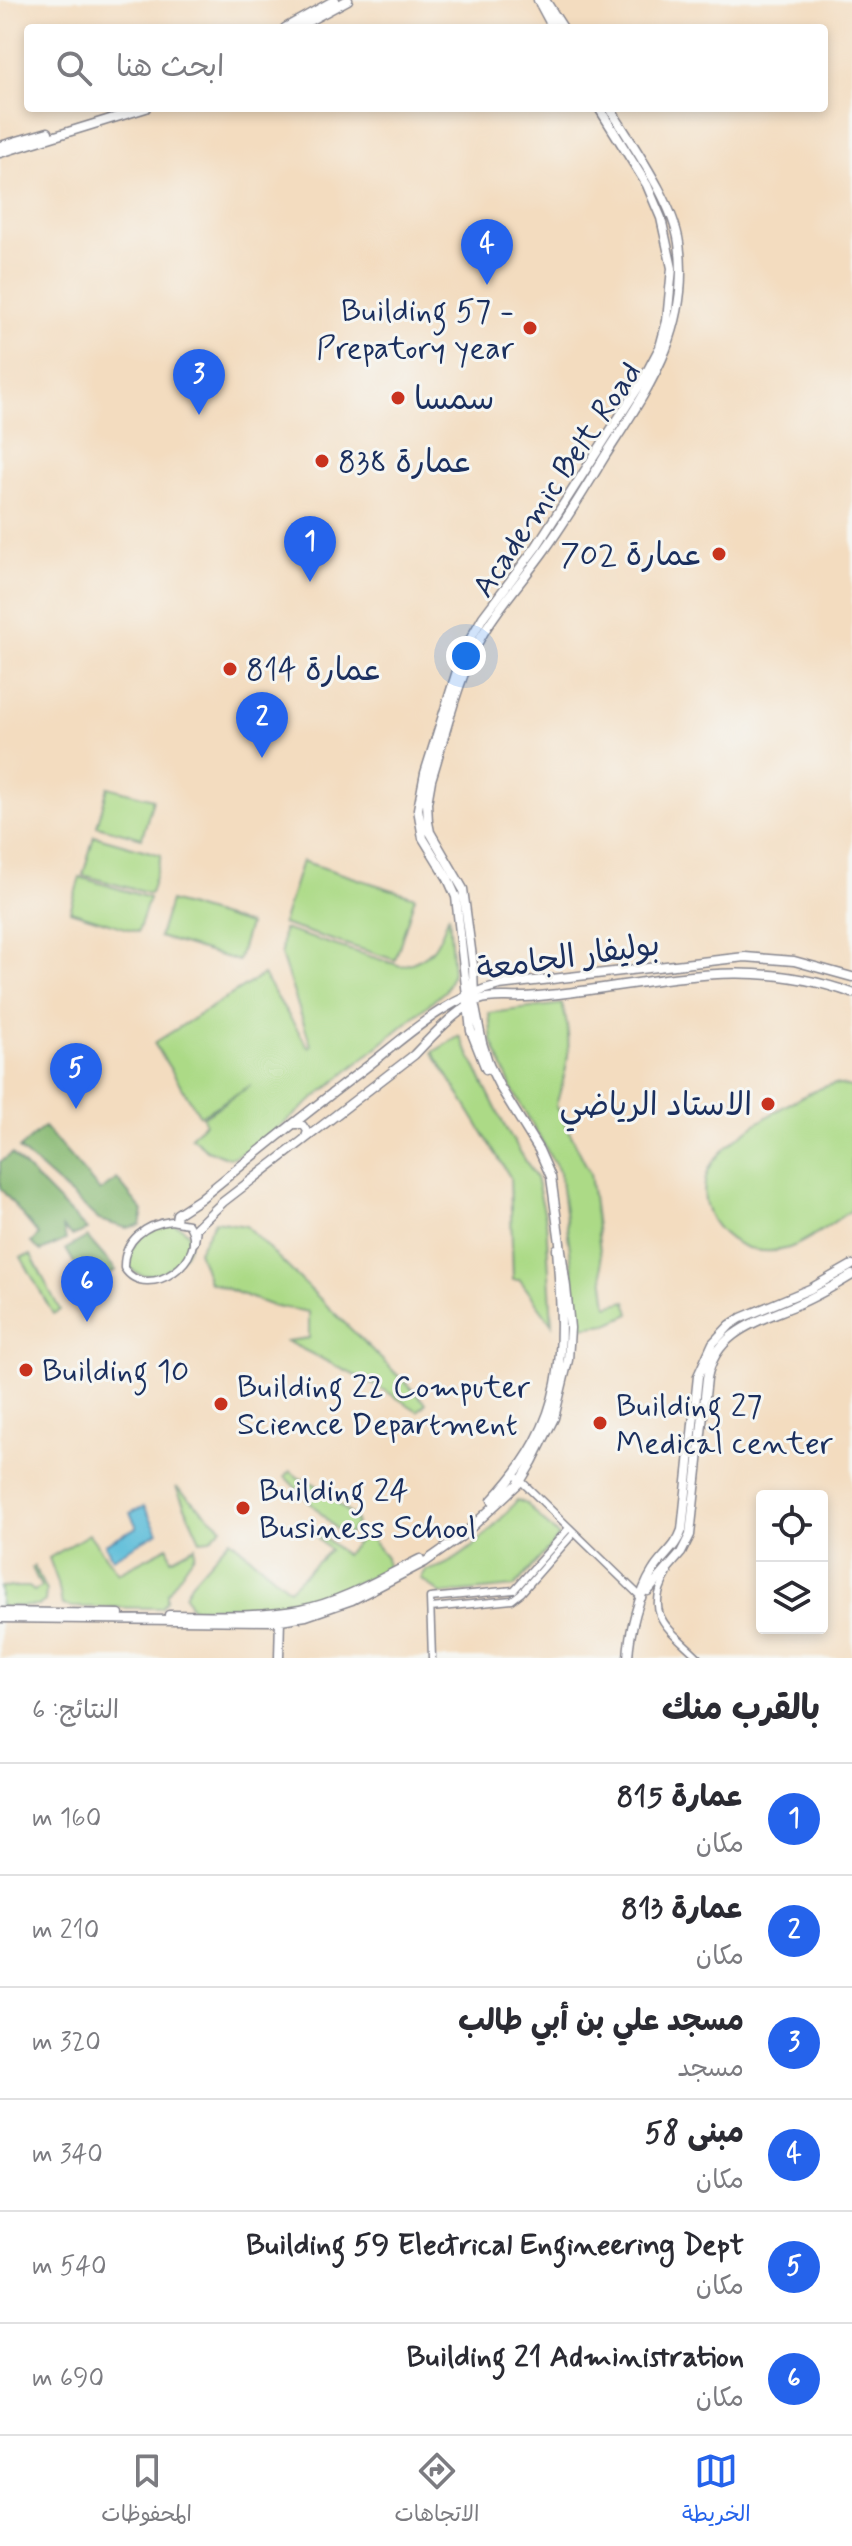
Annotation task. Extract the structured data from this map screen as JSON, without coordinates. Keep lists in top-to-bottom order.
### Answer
{
  "streets": {
    "street": ["Academic Belt Road", "بوليفار الجامعة"]
  },
  "crossings": [
    ["Academic Belt Road", "بوليفار الجامعة"]
  ],
  "places": [
    "Building 57 - Prepatory year",
    "سمسا",
    "عمارة 838",
    "عمارة 702",
    "عمارة 814",
    "الاستاد الرياضي",
    "Building 10",
    "Building 22 Computer Science Department",
    "Building 27 Medical center",
    "Building 24 Business School"
  ],
  "page": {
    "search": "ابحث هنا",
    "pins": [
      "4",
      "3",
      "1",
      "2",
      "5",
      "6"
    ],
    "heading": ["بالقرب منك", "النتائج: 6"],
    "list": [
      {
        "mark": "1",
        "name": "عمارة 815",
        "note": "مكان",
        "value": "160 m"
      },
      {
        "mark": "2",
        "name": "عمارة 813",
        "note": "مكان",
        "value": "210 m"
      },
      {
        "mark": "3",
        "name": "مسجد علي بن أبي طالب",
        "note": "مسجد",
        "value": "320 m"
      },
      {
        "mark": "4",
        "name": "مبنى 58",
        "note": "مكان",
        "value": "340 m"
      },
      {
        "mark": "5",
        "name": "Building 59 Electrical Engineering Dept",
        "note": "مكان",
        "value": "540 m"
      },
      {
        "mark": "6",
        "name": "Building 21 Administration",
        "note": "مكان",
        "value": "690 m"
      }
    ],
    "nav": ["الخريطة", "الاتجاهات", "المحفوظات"]
  }
}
_ _ _ _
*Assigned task*. Reproduce the data above exactly, leaving out any picture in it.

*Solved exercise*.
Annotation task. Extract the structured data from this map screen as JSON, without coordinates. Keep lists in top-to-bottom order.
### Answer
{
  "streets": {
    "street": ["Academic Belt Road", "بوليفار الجامعة"]
  },
  "crossings": [
    ["Academic Belt Road", "بوليفار الجامعة"]
  ],
  "places": [
    "Building 57 - Prepatory year",
    "سمسا",
    "عمارة 838",
    "عمارة 702",
    "عمارة 814",
    "الاستاد الرياضي",
    "Building 10",
    "Building 22 Computer Science Department",
    "Building 27 Medical center",
    "Building 24 Business School"
  ],
  "page": {
    "search": "ابحث هنا",
    "pins": [
      "4",
      "3",
      "1",
      "2",
      "5",
      "6"
    ],
    "heading": ["بالقرب منك", "النتائج: 6"],
    "list": [
      {
        "mark": "1",
        "name": "عمارة 815",
        "note": "مكان",
        "value": "160 m"
      },
      {
        "mark": "2",
        "name": "عمارة 813",
        "note": "مكان",
        "value": "210 m"
      },
      {
        "mark": "3",
        "name": "مسجد علي بن أبي طالب",
        "note": "مسجد",
        "value": "320 m"
      },
      {
        "mark": "4",
        "name": "مبنى 58",
        "note": "مكان",
        "value": "340 m"
      },
      {
        "mark": "5",
        "name": "Building 59 Electrical Engineering Dept",
        "note": "مكان",
        "value": "540 m"
      },
      {
        "mark": "6",
        "name": "Building 21 Administration",
        "note": "مكان",
        "value": "690 m"
      }
    ],
    "nav": ["الخريطة", "الاتجاهات", "المحفوظات"]
  }
}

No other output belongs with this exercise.